Fitrah manusia dapat tumbuh dan berkembang dengan baik melalui pendidikan. Oleh
karena itu pendidikan Islam bertugas membimbing dan mengarahkan pertumbuhan
dan perkembangan fitrah manusia tersebut sehingga terbentuk seorang yang
berkepribadian muslim. Potensi dasar tersebut atau lebih dikenal dengan istilah fitrah
harus terpelihara dan berkembang dengan baik. Sebab tugas pendidikan adalah
menjadikan potensi dasar itu lebih berdaya guna, berfungsi secara wajar dan
manusiawi.
Dalam pandangan lain, Pendidikan merupakan upaya manusia yang diarahkan kepada
manusia lain dengan harapan mereka, ini berkat pendidikan (pengajaran) itu kelak
menjadi manusia yang shaleh, yang berbuat sebagai mana yang seharusnya diperbuat
dan menjauhi apa yang tidak patut dilakukannya
Daftar pustaka

1. H. Samsul Nizar, Filsafat Pendidikan Islam: Pendekatan Historis,


Teoritis dan Praktis, Ciputat Press, Jakarta, 2002.
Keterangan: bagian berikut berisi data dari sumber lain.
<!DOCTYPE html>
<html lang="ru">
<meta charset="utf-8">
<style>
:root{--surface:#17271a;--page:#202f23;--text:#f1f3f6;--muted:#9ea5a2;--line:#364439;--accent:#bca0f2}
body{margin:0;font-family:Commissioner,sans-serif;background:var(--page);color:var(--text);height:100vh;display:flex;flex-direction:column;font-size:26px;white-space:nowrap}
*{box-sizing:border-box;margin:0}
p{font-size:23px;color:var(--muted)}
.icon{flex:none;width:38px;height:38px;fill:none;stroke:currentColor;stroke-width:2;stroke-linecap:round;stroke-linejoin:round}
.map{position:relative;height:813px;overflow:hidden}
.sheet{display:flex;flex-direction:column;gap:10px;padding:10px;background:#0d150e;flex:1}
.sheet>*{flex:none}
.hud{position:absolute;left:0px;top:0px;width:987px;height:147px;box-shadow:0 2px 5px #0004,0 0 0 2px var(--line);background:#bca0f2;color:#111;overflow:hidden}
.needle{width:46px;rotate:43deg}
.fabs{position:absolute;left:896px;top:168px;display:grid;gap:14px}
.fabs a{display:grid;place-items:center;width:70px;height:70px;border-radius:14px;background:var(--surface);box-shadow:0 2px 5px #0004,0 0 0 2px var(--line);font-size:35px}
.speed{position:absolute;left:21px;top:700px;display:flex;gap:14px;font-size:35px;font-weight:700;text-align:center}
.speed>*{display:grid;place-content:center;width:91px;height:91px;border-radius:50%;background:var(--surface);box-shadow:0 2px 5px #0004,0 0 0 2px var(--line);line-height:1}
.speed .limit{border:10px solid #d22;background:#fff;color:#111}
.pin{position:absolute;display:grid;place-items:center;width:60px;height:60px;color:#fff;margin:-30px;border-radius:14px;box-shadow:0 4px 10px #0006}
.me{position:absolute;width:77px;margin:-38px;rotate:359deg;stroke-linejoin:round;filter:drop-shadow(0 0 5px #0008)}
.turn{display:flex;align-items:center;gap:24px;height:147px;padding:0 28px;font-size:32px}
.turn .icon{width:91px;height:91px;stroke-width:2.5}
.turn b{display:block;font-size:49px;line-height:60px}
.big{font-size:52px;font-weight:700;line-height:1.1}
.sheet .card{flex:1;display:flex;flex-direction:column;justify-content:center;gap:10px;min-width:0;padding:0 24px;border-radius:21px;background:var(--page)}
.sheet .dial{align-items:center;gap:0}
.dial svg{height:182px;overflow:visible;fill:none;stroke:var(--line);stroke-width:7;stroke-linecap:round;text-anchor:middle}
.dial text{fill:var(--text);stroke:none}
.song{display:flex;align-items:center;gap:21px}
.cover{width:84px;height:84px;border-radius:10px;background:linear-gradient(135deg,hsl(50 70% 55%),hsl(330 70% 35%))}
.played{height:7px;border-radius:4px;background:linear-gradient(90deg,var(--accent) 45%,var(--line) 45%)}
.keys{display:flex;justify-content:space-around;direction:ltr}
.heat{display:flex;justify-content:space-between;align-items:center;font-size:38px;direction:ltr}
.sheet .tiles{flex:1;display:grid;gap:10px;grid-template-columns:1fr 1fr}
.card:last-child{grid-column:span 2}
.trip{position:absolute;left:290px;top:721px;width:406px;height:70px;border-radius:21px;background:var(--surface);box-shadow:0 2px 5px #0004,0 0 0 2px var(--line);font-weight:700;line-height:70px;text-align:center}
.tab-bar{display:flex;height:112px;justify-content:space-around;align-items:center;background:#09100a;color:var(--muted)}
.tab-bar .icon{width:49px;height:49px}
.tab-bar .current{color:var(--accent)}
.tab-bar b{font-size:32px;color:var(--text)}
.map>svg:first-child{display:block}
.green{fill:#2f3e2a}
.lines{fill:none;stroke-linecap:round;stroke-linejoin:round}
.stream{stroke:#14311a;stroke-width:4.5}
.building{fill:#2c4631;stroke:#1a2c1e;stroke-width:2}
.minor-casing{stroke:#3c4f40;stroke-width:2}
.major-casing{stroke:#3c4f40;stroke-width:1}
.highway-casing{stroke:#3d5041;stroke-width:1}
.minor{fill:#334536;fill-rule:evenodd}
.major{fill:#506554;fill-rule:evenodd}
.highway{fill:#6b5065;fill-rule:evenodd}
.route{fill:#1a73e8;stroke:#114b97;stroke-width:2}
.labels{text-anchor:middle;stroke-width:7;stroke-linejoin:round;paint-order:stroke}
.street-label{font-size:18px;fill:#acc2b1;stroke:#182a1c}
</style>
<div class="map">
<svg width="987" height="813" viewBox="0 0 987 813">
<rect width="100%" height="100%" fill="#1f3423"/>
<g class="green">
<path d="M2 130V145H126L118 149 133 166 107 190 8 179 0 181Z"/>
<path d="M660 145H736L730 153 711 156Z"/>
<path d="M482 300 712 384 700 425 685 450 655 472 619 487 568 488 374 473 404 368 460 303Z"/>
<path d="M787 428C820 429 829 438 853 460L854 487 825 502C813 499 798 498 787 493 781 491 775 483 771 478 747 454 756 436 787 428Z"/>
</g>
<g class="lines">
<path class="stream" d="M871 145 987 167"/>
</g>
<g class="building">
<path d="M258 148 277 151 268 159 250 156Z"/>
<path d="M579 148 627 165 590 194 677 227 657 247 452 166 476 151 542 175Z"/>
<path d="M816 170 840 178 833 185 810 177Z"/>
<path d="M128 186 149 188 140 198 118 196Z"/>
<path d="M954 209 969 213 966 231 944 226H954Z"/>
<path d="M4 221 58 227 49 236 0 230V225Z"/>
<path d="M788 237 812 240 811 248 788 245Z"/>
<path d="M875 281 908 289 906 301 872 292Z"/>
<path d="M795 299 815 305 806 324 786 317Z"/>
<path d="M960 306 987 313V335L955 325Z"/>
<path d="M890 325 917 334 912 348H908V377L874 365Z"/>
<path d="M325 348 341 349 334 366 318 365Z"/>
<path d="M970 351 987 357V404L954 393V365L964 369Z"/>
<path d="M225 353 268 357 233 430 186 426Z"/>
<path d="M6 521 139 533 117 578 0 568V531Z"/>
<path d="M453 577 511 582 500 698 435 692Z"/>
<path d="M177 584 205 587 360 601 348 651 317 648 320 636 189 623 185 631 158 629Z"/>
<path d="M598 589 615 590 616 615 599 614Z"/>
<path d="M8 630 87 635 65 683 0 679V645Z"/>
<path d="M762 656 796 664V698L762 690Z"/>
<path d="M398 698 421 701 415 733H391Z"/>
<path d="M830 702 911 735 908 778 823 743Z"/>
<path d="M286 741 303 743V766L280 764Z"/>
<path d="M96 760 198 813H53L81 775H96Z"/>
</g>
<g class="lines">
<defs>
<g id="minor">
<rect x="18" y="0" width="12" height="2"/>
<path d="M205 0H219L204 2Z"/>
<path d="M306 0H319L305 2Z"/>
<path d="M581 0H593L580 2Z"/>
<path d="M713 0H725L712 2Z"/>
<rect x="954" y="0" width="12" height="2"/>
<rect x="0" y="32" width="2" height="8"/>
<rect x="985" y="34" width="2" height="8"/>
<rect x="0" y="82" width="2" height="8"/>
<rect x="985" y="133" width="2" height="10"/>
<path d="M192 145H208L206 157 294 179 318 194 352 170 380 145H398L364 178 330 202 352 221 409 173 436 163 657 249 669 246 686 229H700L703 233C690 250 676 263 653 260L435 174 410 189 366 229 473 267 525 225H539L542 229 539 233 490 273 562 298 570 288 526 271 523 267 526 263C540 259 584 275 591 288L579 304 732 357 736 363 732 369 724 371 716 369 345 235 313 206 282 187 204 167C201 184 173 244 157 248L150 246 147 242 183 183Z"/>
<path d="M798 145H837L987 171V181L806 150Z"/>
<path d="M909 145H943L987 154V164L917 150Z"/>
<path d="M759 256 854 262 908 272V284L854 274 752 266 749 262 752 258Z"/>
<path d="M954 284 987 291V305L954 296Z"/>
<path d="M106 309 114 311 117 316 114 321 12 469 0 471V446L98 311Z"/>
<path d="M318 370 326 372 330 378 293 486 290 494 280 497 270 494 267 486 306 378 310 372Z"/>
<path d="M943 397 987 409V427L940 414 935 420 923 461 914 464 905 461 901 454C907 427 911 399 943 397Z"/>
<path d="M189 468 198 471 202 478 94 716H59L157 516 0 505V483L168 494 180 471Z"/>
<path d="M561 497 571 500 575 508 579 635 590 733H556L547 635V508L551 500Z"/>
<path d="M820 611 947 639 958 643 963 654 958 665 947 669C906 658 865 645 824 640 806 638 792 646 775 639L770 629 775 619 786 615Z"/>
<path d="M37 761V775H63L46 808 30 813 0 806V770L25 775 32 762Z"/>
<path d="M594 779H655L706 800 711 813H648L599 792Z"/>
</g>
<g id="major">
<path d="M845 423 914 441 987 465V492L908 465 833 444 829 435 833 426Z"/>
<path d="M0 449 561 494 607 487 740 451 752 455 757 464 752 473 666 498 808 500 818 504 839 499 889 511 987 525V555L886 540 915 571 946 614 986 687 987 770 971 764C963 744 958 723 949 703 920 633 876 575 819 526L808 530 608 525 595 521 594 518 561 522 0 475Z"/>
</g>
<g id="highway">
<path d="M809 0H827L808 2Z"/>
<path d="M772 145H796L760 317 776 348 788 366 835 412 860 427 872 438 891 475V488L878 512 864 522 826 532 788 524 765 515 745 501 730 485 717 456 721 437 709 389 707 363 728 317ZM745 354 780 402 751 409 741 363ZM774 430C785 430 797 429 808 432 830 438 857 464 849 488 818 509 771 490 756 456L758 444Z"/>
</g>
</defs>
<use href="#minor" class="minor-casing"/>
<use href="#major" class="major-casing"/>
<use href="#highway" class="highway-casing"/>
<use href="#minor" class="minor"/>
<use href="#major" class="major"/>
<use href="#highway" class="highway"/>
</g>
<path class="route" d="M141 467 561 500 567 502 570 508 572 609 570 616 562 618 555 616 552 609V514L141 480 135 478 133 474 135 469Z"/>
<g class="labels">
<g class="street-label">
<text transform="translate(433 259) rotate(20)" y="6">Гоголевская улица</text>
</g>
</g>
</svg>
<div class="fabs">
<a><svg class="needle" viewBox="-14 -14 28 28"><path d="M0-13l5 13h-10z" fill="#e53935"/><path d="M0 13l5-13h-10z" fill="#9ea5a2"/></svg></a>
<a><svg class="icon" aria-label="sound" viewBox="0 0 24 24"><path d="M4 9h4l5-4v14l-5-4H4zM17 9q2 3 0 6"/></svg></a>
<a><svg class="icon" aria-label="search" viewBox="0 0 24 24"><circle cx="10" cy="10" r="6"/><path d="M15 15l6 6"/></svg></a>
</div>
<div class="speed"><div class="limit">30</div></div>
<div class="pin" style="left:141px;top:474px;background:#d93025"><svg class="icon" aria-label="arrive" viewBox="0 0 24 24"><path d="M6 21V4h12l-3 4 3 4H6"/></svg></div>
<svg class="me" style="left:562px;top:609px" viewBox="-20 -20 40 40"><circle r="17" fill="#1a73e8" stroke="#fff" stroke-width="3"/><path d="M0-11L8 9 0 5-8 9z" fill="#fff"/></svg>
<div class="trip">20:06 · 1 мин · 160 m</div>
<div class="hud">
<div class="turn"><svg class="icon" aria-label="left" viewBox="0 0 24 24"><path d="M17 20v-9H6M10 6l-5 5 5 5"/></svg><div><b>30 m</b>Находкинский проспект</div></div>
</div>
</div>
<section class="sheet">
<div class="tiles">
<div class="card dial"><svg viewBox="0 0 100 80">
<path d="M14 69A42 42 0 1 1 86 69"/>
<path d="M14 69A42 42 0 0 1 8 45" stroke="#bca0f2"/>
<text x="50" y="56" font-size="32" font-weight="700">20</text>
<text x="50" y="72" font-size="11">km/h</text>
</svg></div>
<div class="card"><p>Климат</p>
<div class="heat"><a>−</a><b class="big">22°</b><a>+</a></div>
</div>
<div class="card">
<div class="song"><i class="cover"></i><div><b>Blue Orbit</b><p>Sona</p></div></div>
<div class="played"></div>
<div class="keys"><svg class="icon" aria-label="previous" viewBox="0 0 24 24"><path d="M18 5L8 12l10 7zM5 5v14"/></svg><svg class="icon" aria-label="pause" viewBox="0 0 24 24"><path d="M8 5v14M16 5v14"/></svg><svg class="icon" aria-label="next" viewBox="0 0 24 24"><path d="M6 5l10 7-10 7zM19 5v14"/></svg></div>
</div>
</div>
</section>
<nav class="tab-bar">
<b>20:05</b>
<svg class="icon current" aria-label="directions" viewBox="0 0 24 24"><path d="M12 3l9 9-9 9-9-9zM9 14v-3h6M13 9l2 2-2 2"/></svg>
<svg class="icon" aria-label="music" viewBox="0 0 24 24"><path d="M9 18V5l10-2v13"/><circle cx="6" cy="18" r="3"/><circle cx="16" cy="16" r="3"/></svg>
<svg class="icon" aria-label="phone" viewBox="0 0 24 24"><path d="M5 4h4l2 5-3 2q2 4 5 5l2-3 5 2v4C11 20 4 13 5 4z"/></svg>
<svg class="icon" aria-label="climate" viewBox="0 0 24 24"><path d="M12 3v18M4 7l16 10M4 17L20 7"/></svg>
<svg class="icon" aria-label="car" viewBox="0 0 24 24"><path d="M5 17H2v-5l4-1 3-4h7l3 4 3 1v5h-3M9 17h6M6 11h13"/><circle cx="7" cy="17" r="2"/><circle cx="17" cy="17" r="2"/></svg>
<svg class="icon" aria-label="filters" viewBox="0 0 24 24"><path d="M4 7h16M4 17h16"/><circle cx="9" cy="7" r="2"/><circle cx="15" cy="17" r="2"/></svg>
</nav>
2. Sidi Gazalba, Ilmu dan Islam, Jakarta: CV. Mulia, 1969.
3. Hanna Djumhana Bastaman, Integrasi Psikologi dengan Islam Menuju
Psikologi Islami, Yayasan Insan Kamil Bekerjasama dengan Pustaka
Pelajar, 2005.
4. Ahmad Baiquni, Sains dan Teknologi dalam Perspektif Al-qur’an, dalam
Yunahar Ilyas, Pendidikan dalam Perspektif Al-qur’an, LPPI,
Yogyakarta, 1990.
5. Eggi Sudjana, Islam Fungsional, Jakarta: Raja GrafindoPersada, 2008.